Korban Keracunan Menu MBG di Sidoarjo Bertambah Jadi 566 Orang
Sidoarjo, KUDUS TIME.com – Jumlah korban dugaan keracunan setelah mengonsumsi makanan program Makan Bergizi Gratis (MBG) di Kabupaten Sidoarjo, Jawa Timur, terus bertambah. Hingga Rabu, 2 September 2026, jumlah warga yang mengalami keluhan kesehatan tercatat mencapai 566 orang.
Peristiwa tersebut bermula setelah para siswa dan santri mengonsumsi makanan MBG yang didistribusikan oleh Satuan Pelayanan Pemenuhan Gizi (SPPG) Kalitengah, Kecamatan Tanggulangin, pada Selasa, 1 September 2026.
Kasus dugaan keracunan ini tidak hanya dialami oleh santri dan santriwati Pondok Pesantren Manbaul Hikam, tetapi juga dilaporkan terjadi pada siswa dari sejumlah lembaga pendidikan lain di wilayah Kecamatan Tanggulangin yang menerima menu MBG dari penyedia yang sama.

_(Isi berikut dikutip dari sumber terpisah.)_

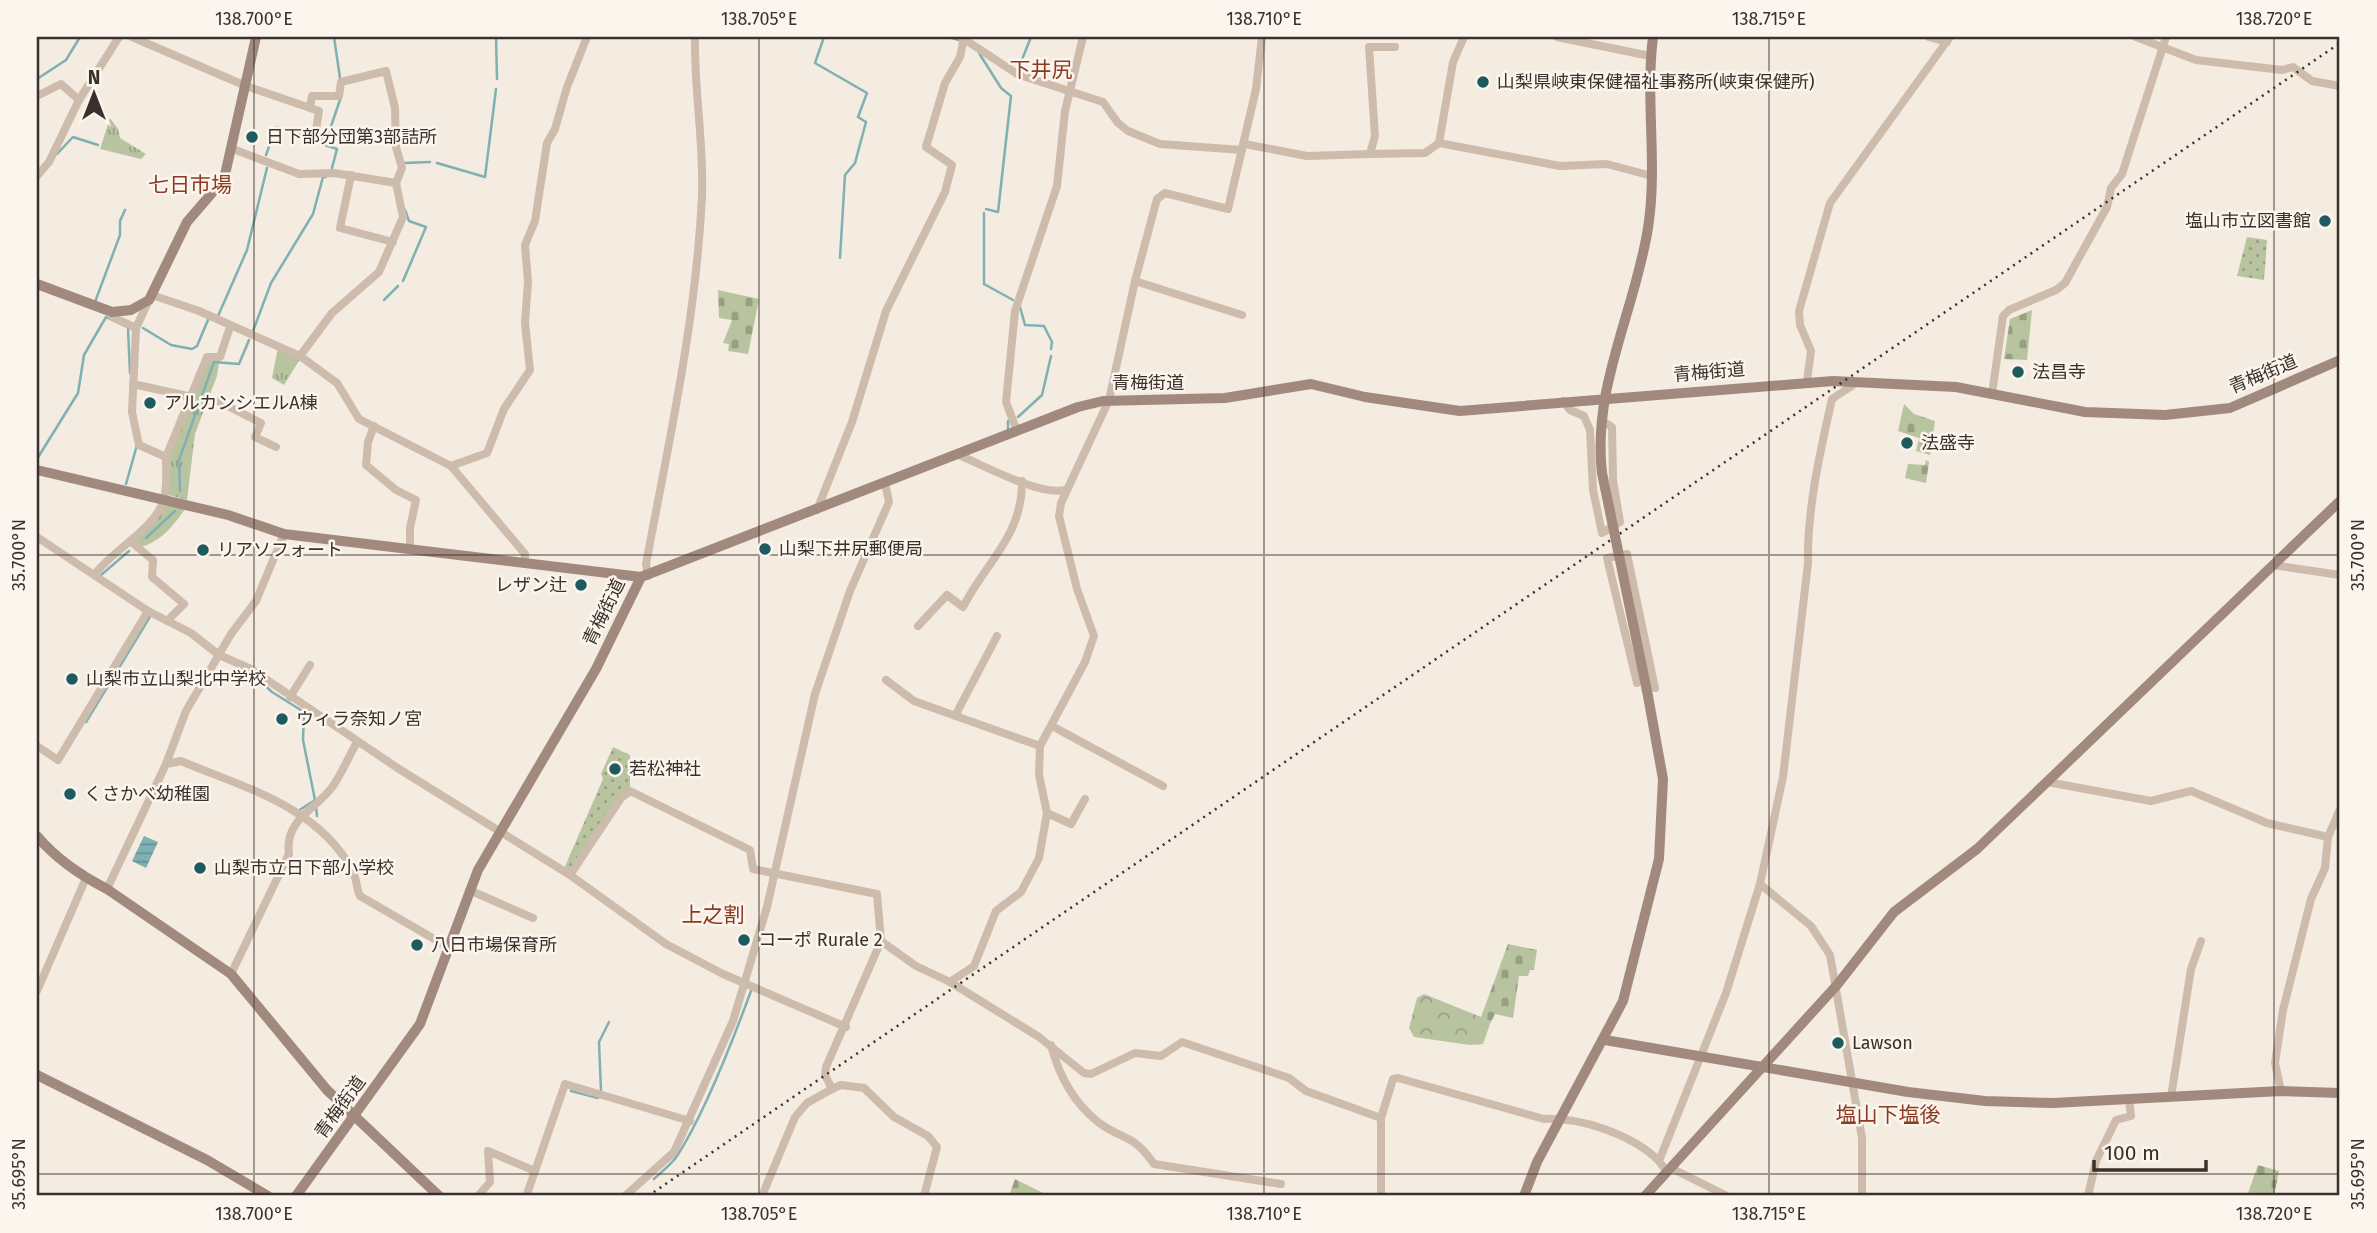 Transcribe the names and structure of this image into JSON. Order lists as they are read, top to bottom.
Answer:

Kepala Dinas Kesehatan Kabupaten Sidoarjo, dr Lakhsmie Herawati Yuwantina, mengatakan jumlah korban mengalami penambahan sebanyak 35 orang dari data sebelumnya yang tercatat sebanyak 531 orang.
“ jumlah awal 531 orang ditambah lagi 35 orang, jadi kurang lebih 566 ya,” ujar Lakhsmie kepada awak media, Rabu (2/9/2026).

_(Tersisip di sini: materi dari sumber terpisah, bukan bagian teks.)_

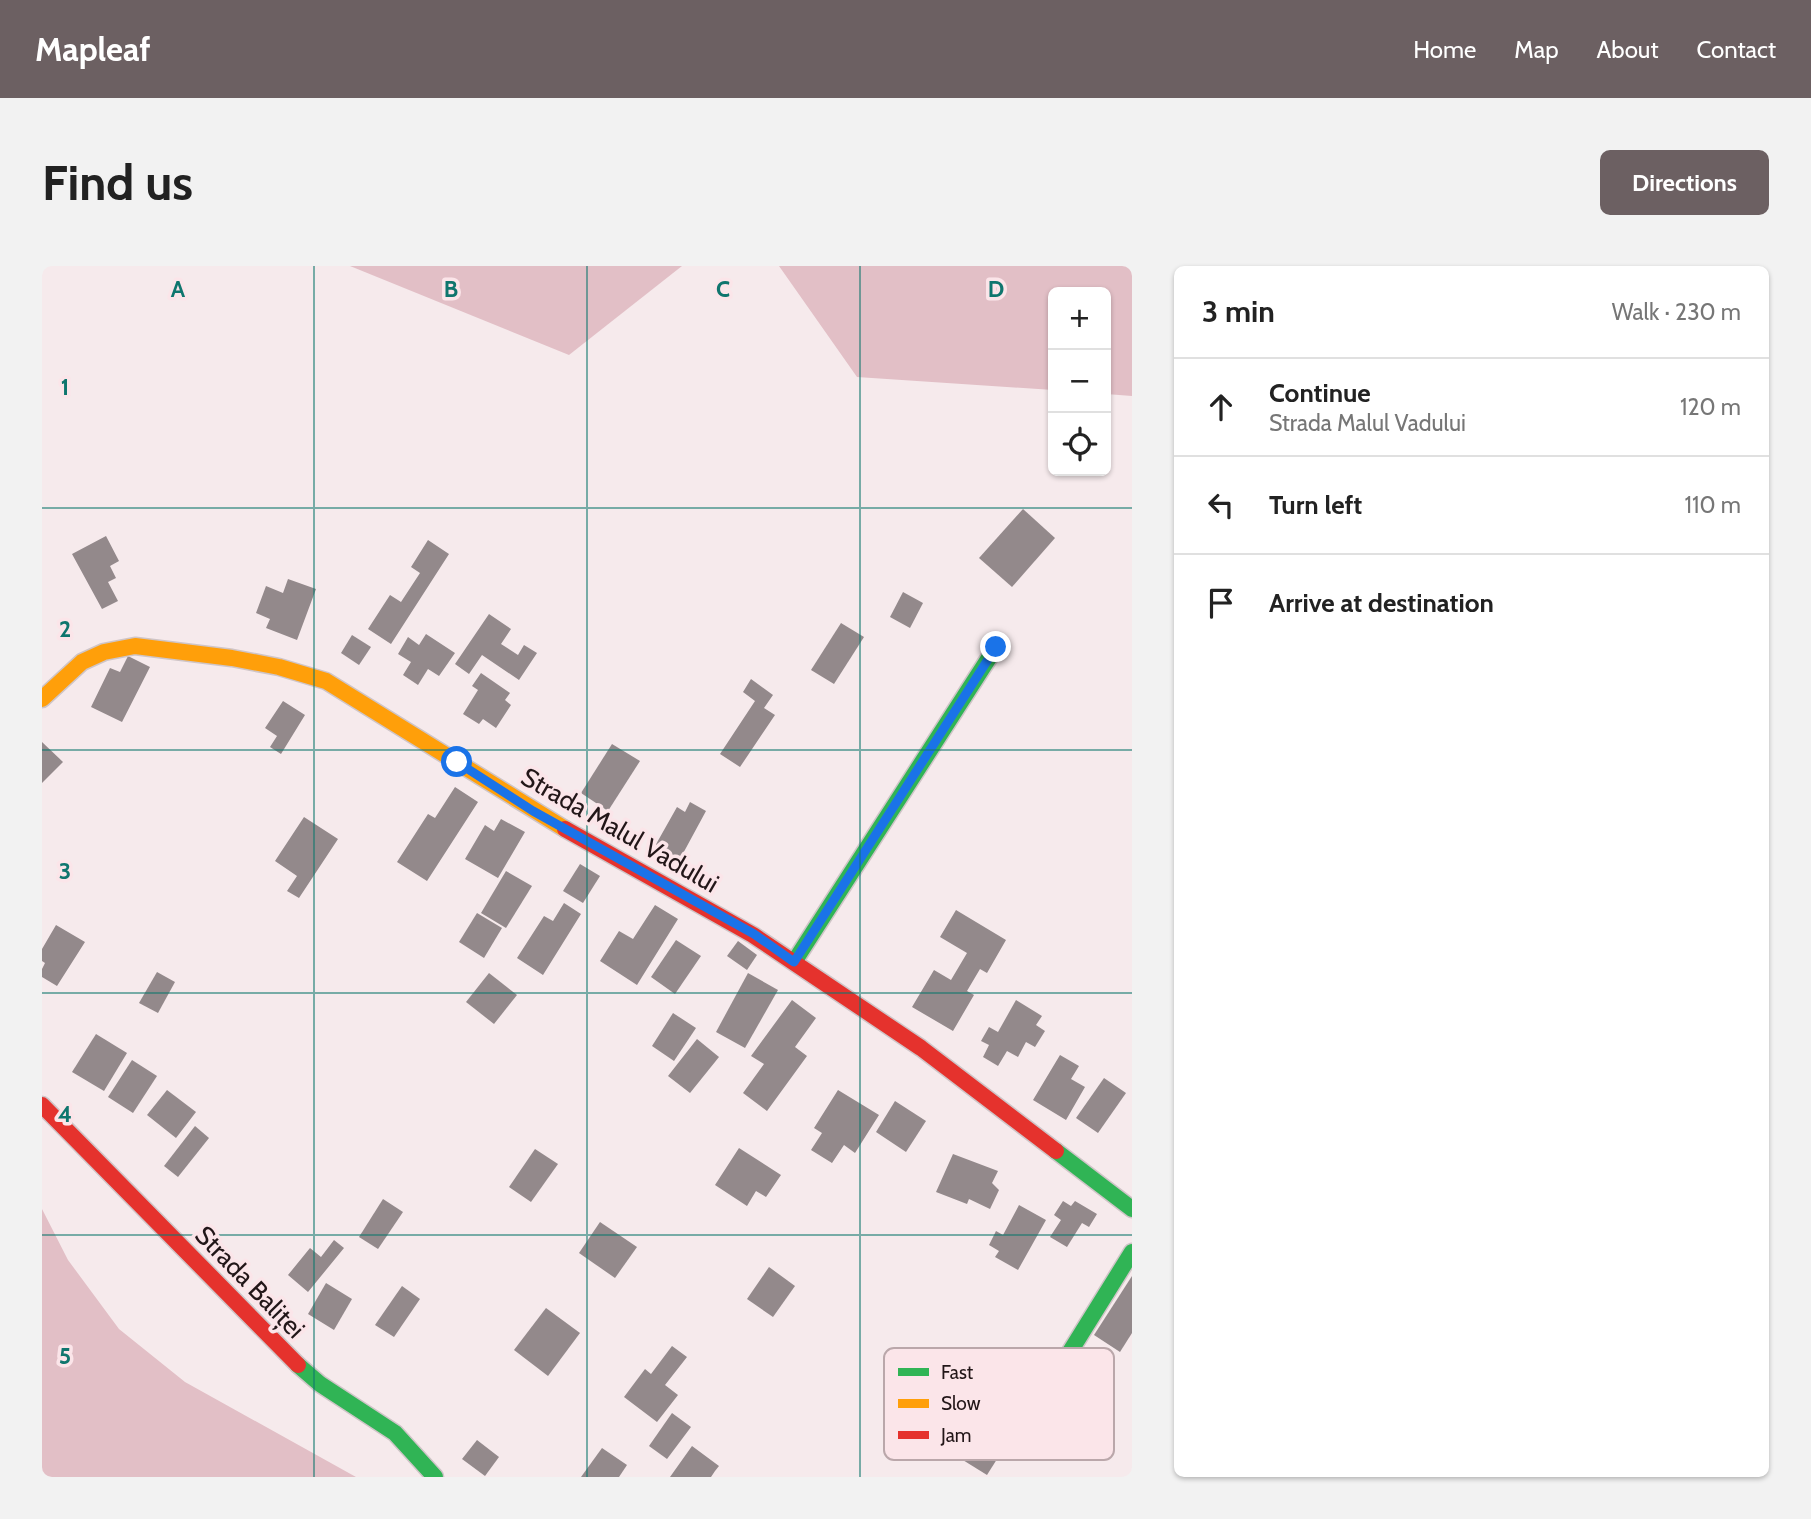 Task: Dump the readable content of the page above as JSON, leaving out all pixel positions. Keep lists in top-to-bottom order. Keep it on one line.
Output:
{"streets":{"street":["Strada Malul Vadului","Strada Baliței"]},"legend":["Fast","Slow","Jam"],"page":{"header":"Mapleaf","nav":["Home","Map","About","Contact"],"buttons":"Directions","title":"Find us","heading":["3 min","Walk · 230 m"],"map_buttons":["+","−"],"list":[["Continue","Strada Malul Vadului","120 m"],["Turn left","110 m"],"Arrive at destination"]},"grid":{"columns":["A","B","C","D"],"rows":["1","2","3","4","5"]}}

Sebagian besar korban dilaporkan mengalami keluhan kesehatan setelah mengonsumsi makanan tersebut. Gejala yang banyak dialami di antaranya mual, muntah, dan pusing.
“Sementara nampaknya mual, muntah, pusing itu saja yang paling banyak,” tambah Lakhsmie.
Bertambahnya jumlah korban membuat petugas kesehatan melakukan penanganan dan evakuasi terhadap para pasien ke sejumlah rumah sakit di wilayah Sidoarjo.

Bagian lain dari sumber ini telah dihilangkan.